- _RECORDED DATA_
○ ○ ○ ○

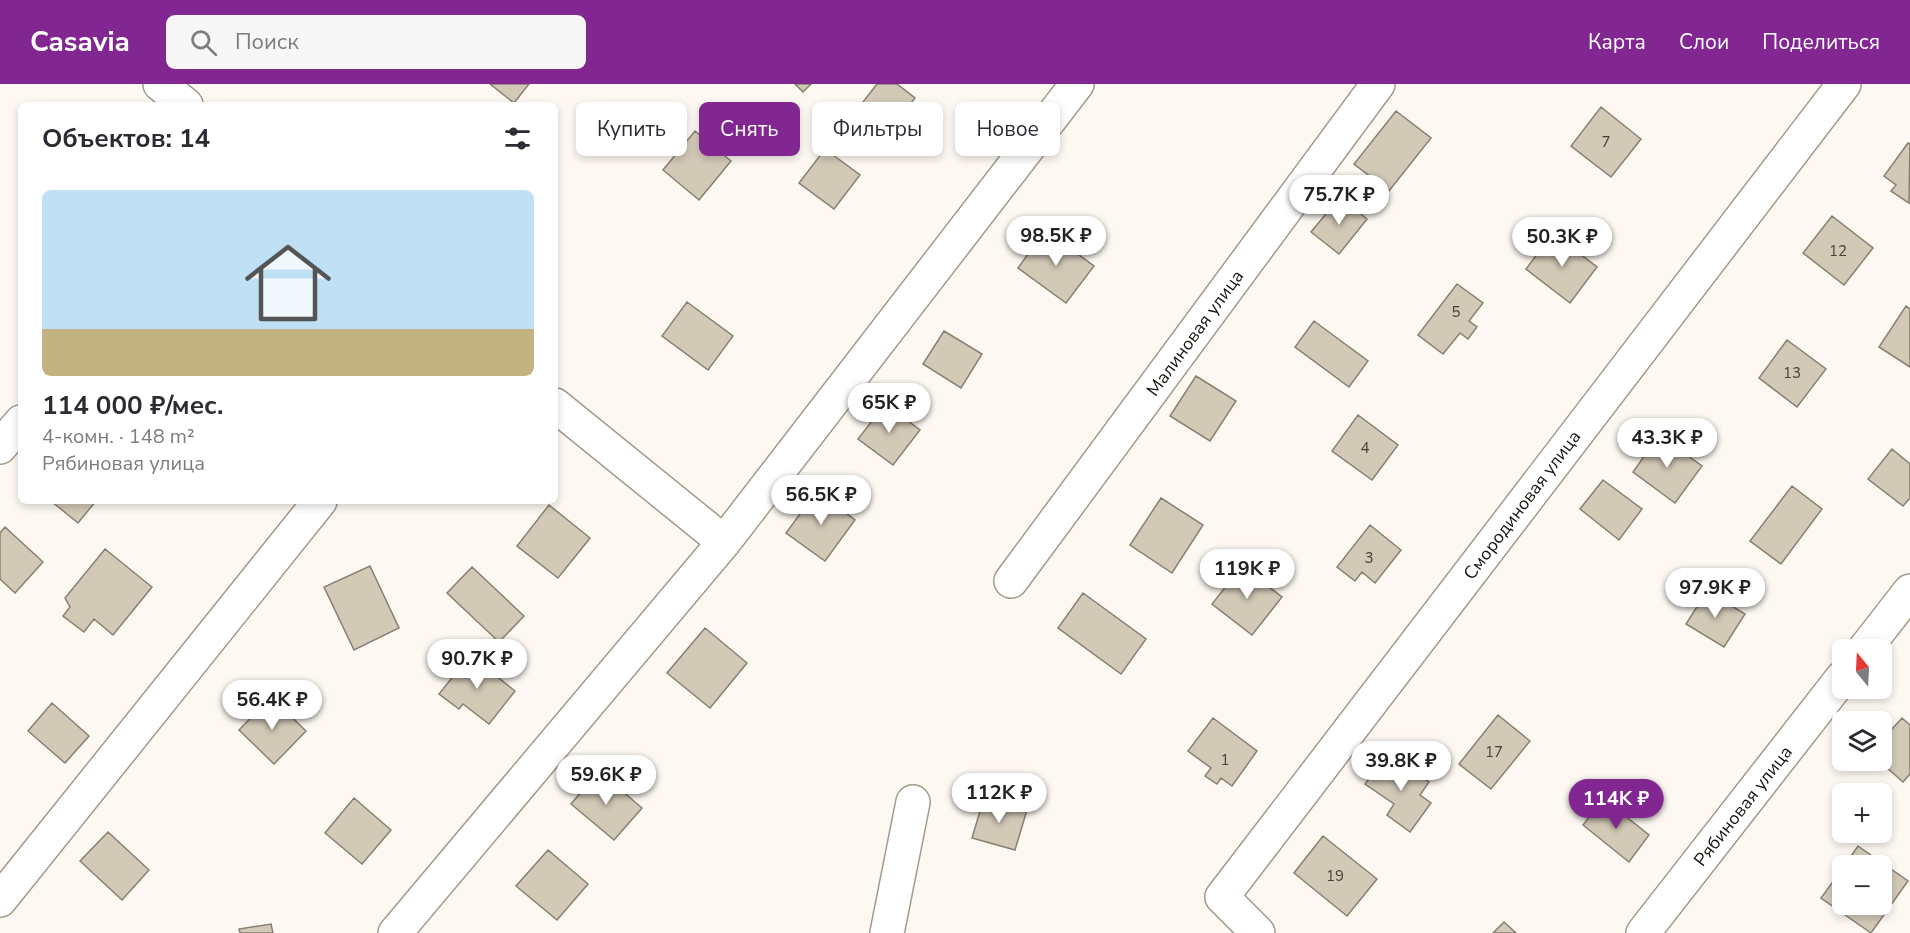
<!DOCTYPE html>
<html lang="ru">
<meta charset="utf-8">
<style>
body{margin:0;font-family:"Nunito Sans",sans-serif;background:#f7f7f7;color:#2b2b33;height:100vh;display:flex;flex-direction:column;font-size:22px;white-space:nowrap}
*{box-sizing:border-box;margin:0}
p{font-size:20px;color:#7c7c81}
.icon{flex:none;width:33px;height:33px;fill:none;stroke:currentColor;stroke-width:2;stroke-linecap:round;stroke-linejoin:round}
.map{position:relative;flex:1;overflow:hidden}
.details{position:absolute;left:18px;top:18px;width:540px;height:402px;display:flex;flex-direction:column;background:#fff;border-radius:9px;box-shadow:0 3px 9px #0003}
.details>*{flex:none}
.top-card{position:absolute;left:576px;top:18px;width:570px;height:54px;display:flex;gap:12px}
.needle{width:39px;rotate:342deg}
.controls{position:absolute;left:1832px;top:555px;display:grid;gap:12px}
.controls a{display:grid;place-items:center;width:60px;height:60px;border-radius:9px;background:#fff;box-shadow:0 3px 9px #0003;font-size:30px}
.price{position:absolute;translate:-50% -51px;padding:0 14px;border-radius:21px;background:#fff;color:#222;font-size:20px;line-height:39px;filter:drop-shadow(0 2px 3px #0008)}
.price::after{content:'';position:absolute;left:50%;top:36px;width:18px;height:14px;margin-left:-9px;background:inherit;clip-path:polygon(0 0,100% 0,50% 100%)}
.price.current{background:#822692;color:#fff}
ul{padding:0;list-style:none}
li{display:grid;align-content:center;gap:12px;height:318px;padding:0 24px}
li span{display:grid;place-items:center;height:186px;border-radius:9px;color:#555}
li>.icon{margin-inline-start:auto}
span .icon{width:108px;height:108px;fill:#fffc;stroke-width:1}
li b{font-size:26px}
h2{display:flex;justify-content:space-between;align-items:center;height:72px;padding:0 24px;font-size:26px}
.chip{padding:0 21px;border-radius:9px;background:#fff;box-shadow:0 3px 9px #0003;font-size:21px;line-height:54px}
.chip.current{background:#822692;color:#fff}
header{display:flex;align-items:center;gap:36px;box-sizing:border-box;height:84px;padding:0 30px;background:#822692;color:#fff}
header strong{font-size:28px}
nav{display:flex;gap:33px;margin-inline-start:auto;font-size:21px}
.search{width:420px;height:54px;background:#f7f7f7;display:flex;align-items:center;gap:15px;box-sizing:border-box;padding:0 21px;border-radius:9px;color:#7c7c81;font-size:22px}
.map>svg:first-child{display:block}
</style>
<header>
<strong>Casavia</strong>
<div class="search"><svg class="icon" aria-label="search" viewBox="0 0 24 24"><circle cx="10" cy="10" r="6"/><path d="M15 15l6 6"/></svg>Поиск</div>
<nav><a>Карта</a><a>Слои</a><a>Поделиться</a></nav>
</header>
<div class="map">
<svg width="1910" height="849" viewBox="0 0 1910 849">
<rect width="100%" height="100%" fill="#fdf9f2"/>
<!-- building -->
<path fill="#d3c9b7" stroke="#897f6e" stroke-width="1.5" d="M490 0H529L514 19Z
M795 0H811L803 8Z
M877 0H897L915 14 890 47 859 23Z
M1601 23 1641 55 1611 93 1571 62Z
M1396 27 1431 54 1389 107 1354 80Z
M695 47 731 77 699 116 663 86Z
M1908 59 1910 60 1909 119 1891 107 1896 101 1884 92Z
M825 65 860 91 834 125 799 99Z
M1340 113 1367 135 1339 170 1311 148Z
M1832 132 1873 164 1844 201 1803 169Z
M1045 146 1094 182 1066 219 1018 184Z
M1553 149 1597 183 1570 219 1526 185Z
M1457 200 1483 219 1469 237 1477 243 1468 255 1460 249 1443 270 1418 251Z
M687 218 733 252 708 286 662 252Z
M1906 222 1910 225V283L1879 263Z
M1314 237 1368 277 1349 303 1295 263Z
M944 247 982 270 961 304 923 280Z
M1787 256 1826 285 1797 323 1759 294Z
M1196 292 1236 317 1210 357 1170 332Z
M885 320 920 346 893 381 858 355Z
M1358 331 1398 361 1372 396 1332 367Z
M1659 351 1702 382 1675 419 1633 388Z
M1892 365 1910 380V414L1903 422 1868 395Z
M1603 396 1642 425 1619 456 1580 425Z
M1792 402 1822 425 1781 480 1750 457Z
M817 407 855 436 825 477 786 449Z
M1161 414 1203 441 1172 489 1130 461Z
M51 417H96L78 439Z
M549 421 590 454 558 494 517 462Z
M1370 441 1401 466 1375 499 1362 488 1355 497 1337 483Z
M5 443 43 478 15 509 0 495V449Z
M105 465 152 503 113 551 94 535 84 548 63 532 70 523 65 514Z
M370 482 399 544 354 566 324 503Z
M1242 482 1282 513 1252 551 1212 520Z
M472 483 524 532 499 558 447 509Z
M1707 507 1745 530 1724 563 1686 540Z
M1083 509 1146 555 1121 590 1058 544Z
M705 544 747 579 710 624 667 589Z
M470 571 515 607 489 640 463 620 459 625 439 610Z
M271 613 306 647 274 680 239 646Z
M52 619 89 652 65 679 28 647Z
M1498 631 1530 657 1491 705 1459 680Z
M1213 634 1257 667 1232 702 1221 694 1217 700 1205 692 1211 684 1188 667Z
M1902 634 1910 641V690L1903 698 1878 676H1881V657Z
M1394 672 1429 698 1420 711 1431 719 1410 748 1387 731 1394 720 1365 700 1378 682 1385 686Z
M599 687 642 724 614 756 571 720Z
M354 714 391 746 362 780 325 749Z
M984 714 1027 726 1015 766 972 754Z
M1604 715 1649 751 1629 778 1583 741Z
M108 748 149 786 122 816 80 777Z
M1323 752 1377 795 1347 832 1294 789Z
M1858 762 1908 797 1871 849 1821 814 1842 785V820H1881V782H1844Z
M548 766 588 800 557 836 516 802Z
M1504 838 1516 849H1493Z
M271 840 273 849H240L239 845Z"/>
<g fill="none" stroke-linecap="round" stroke-linejoin="round">
<defs>
<path id="minor" d="M160 0 186 21
M555 321 724 458
M0 363 21 338
M1011 497 1378 0
M1864 566 1910 507
M0 816 320 417
M395 849 724 458 1077 0
M887 849 913 718
M1258 849 1222 813 1844 0
M1643 849 1842 594"/>
</defs>
<!-- minor casing -->
<use href="#minor" stroke="#a49a89" stroke-width="36"/>
<!-- minor -->
<use href="#minor" stroke="#fff" stroke-width="33"/>
</g>
<g text-anchor="middle" stroke-width="5" stroke-linejoin="round" paint-order="stroke">
<!-- number labels -->
<g font-size="15" fill="#464038">
<text x="1606" y="63">7</text>
<text x="1838" y="172">12</text>
<text x="1456" y="233">5</text>
<text x="1792" y="294">13</text>
<text x="1365" y="369">4</text>
<text x="1369" y="479">3</text>
<text x="1494" y="673">17</text>
<text x="1225" y="681">1</text>
<text x="1335" y="797">19</text>
</g>
<!-- street labels -->
<g font-size="18" fill="#17130d" stroke="#fff">
<text transform="translate(1195 249) rotate(-54)" y="6">Малиновая улица</text>
<text transform="translate(1522 421) rotate(-53)" y="6">Смородиновая улица</text>
<text transform="translate(1743 722) rotate(-52)" y="6">Рябиновая улица</text>
</g>
</g>
</svg>
<div class="controls">
<a><svg class="needle" viewBox="-14 -14 28 28"><path d="M0-13l5 13h-10z" fill="#e53935"/><path d="M0 13l5-13h-10z" fill="#7c7c81"/></svg></a>
<a><svg class="icon" aria-label="layers" viewBox="0 0 24 24"><path d="M12 4l9 5-9 5-9-5zM3 14l9 5 9-5"/></svg></a>
<a>+</a>
<a>−</a>
</div>
<b class="price" style="left:1339px;top:142px">75.7K ₽</b>
<b class="price" style="left:1056px;top:183px">98.5K ₽</b>
<b class="price" style="left:1562px;top:184px">50.3K ₽</b>
<b class="price" style="left:889px;top:350px">65K ₽</b>
<b class="price" style="left:1667px;top:385px">43.3K ₽</b>
<b class="price" style="left:821px;top:442px">56.5K ₽</b>
<b class="price" style="left:1247px;top:516px">119K ₽</b>
<b class="price" style="left:1715px;top:535px">97.9K ₽</b>
<b class="price" style="left:477px;top:606px">90.7K ₽</b>
<b class="price" style="left:272px;top:647px">56.4K ₽</b>
<b class="price" style="left:1401px;top:708px">39.8K ₽</b>
<b class="price" style="left:606px;top:722px">59.6K ₽</b>
<b class="price" style="left:999px;top:740px">112K ₽</b>
<b class="price current" style="left:1616px;top:746px">114K ₽</b>
<div class="top-card">
<a class="chip">Купить</a>
<a class="chip current">Снять</a>
<a class="chip">Фильтры</a>
<a class="chip">Новое</a>
</div>
<section class="details">
<h2>Объектов: 14<svg class="icon" aria-label="filters" viewBox="0 0 24 24"><path d="M4 7h16M4 17h16"/><circle cx="9" cy="7" r="2"/><circle cx="15" cy="17" r="2"/></svg></h2>
<ul>
<li><span style="background:linear-gradient(#bfe0f5 75%,#c2b280 0)"><svg class="icon" aria-label="home" viewBox="0 0 24 24"><path d="M3 11l9-7 9 7M6 9v11h12V9"/></svg></span><div><b>114 000 ₽/мес.</b><p>4-комн. · 148 m²</p><p>Рябиновая улица</p></div></li>
</ul>
</section>
</div>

○ ○ ○ ○

- _PROMPT_
Search the listing above for "content" and copy every line that holds it.

- _RESPONSE TO THIS EXERCISE_
.price::after{content:'';position:absolute;left:50%;top:36px;width:18px;height:14px;margin-left:-9px;background:inherit;clip-path:polygon(0 0,100% 0,50% 100%)}
li{display:grid;align-content:center;gap:12px;height:318px;padding:0 24px}
h2{display:flex;justify-content:space-between;align-items:center;height:72px;padding:0 24px;font-size:26px}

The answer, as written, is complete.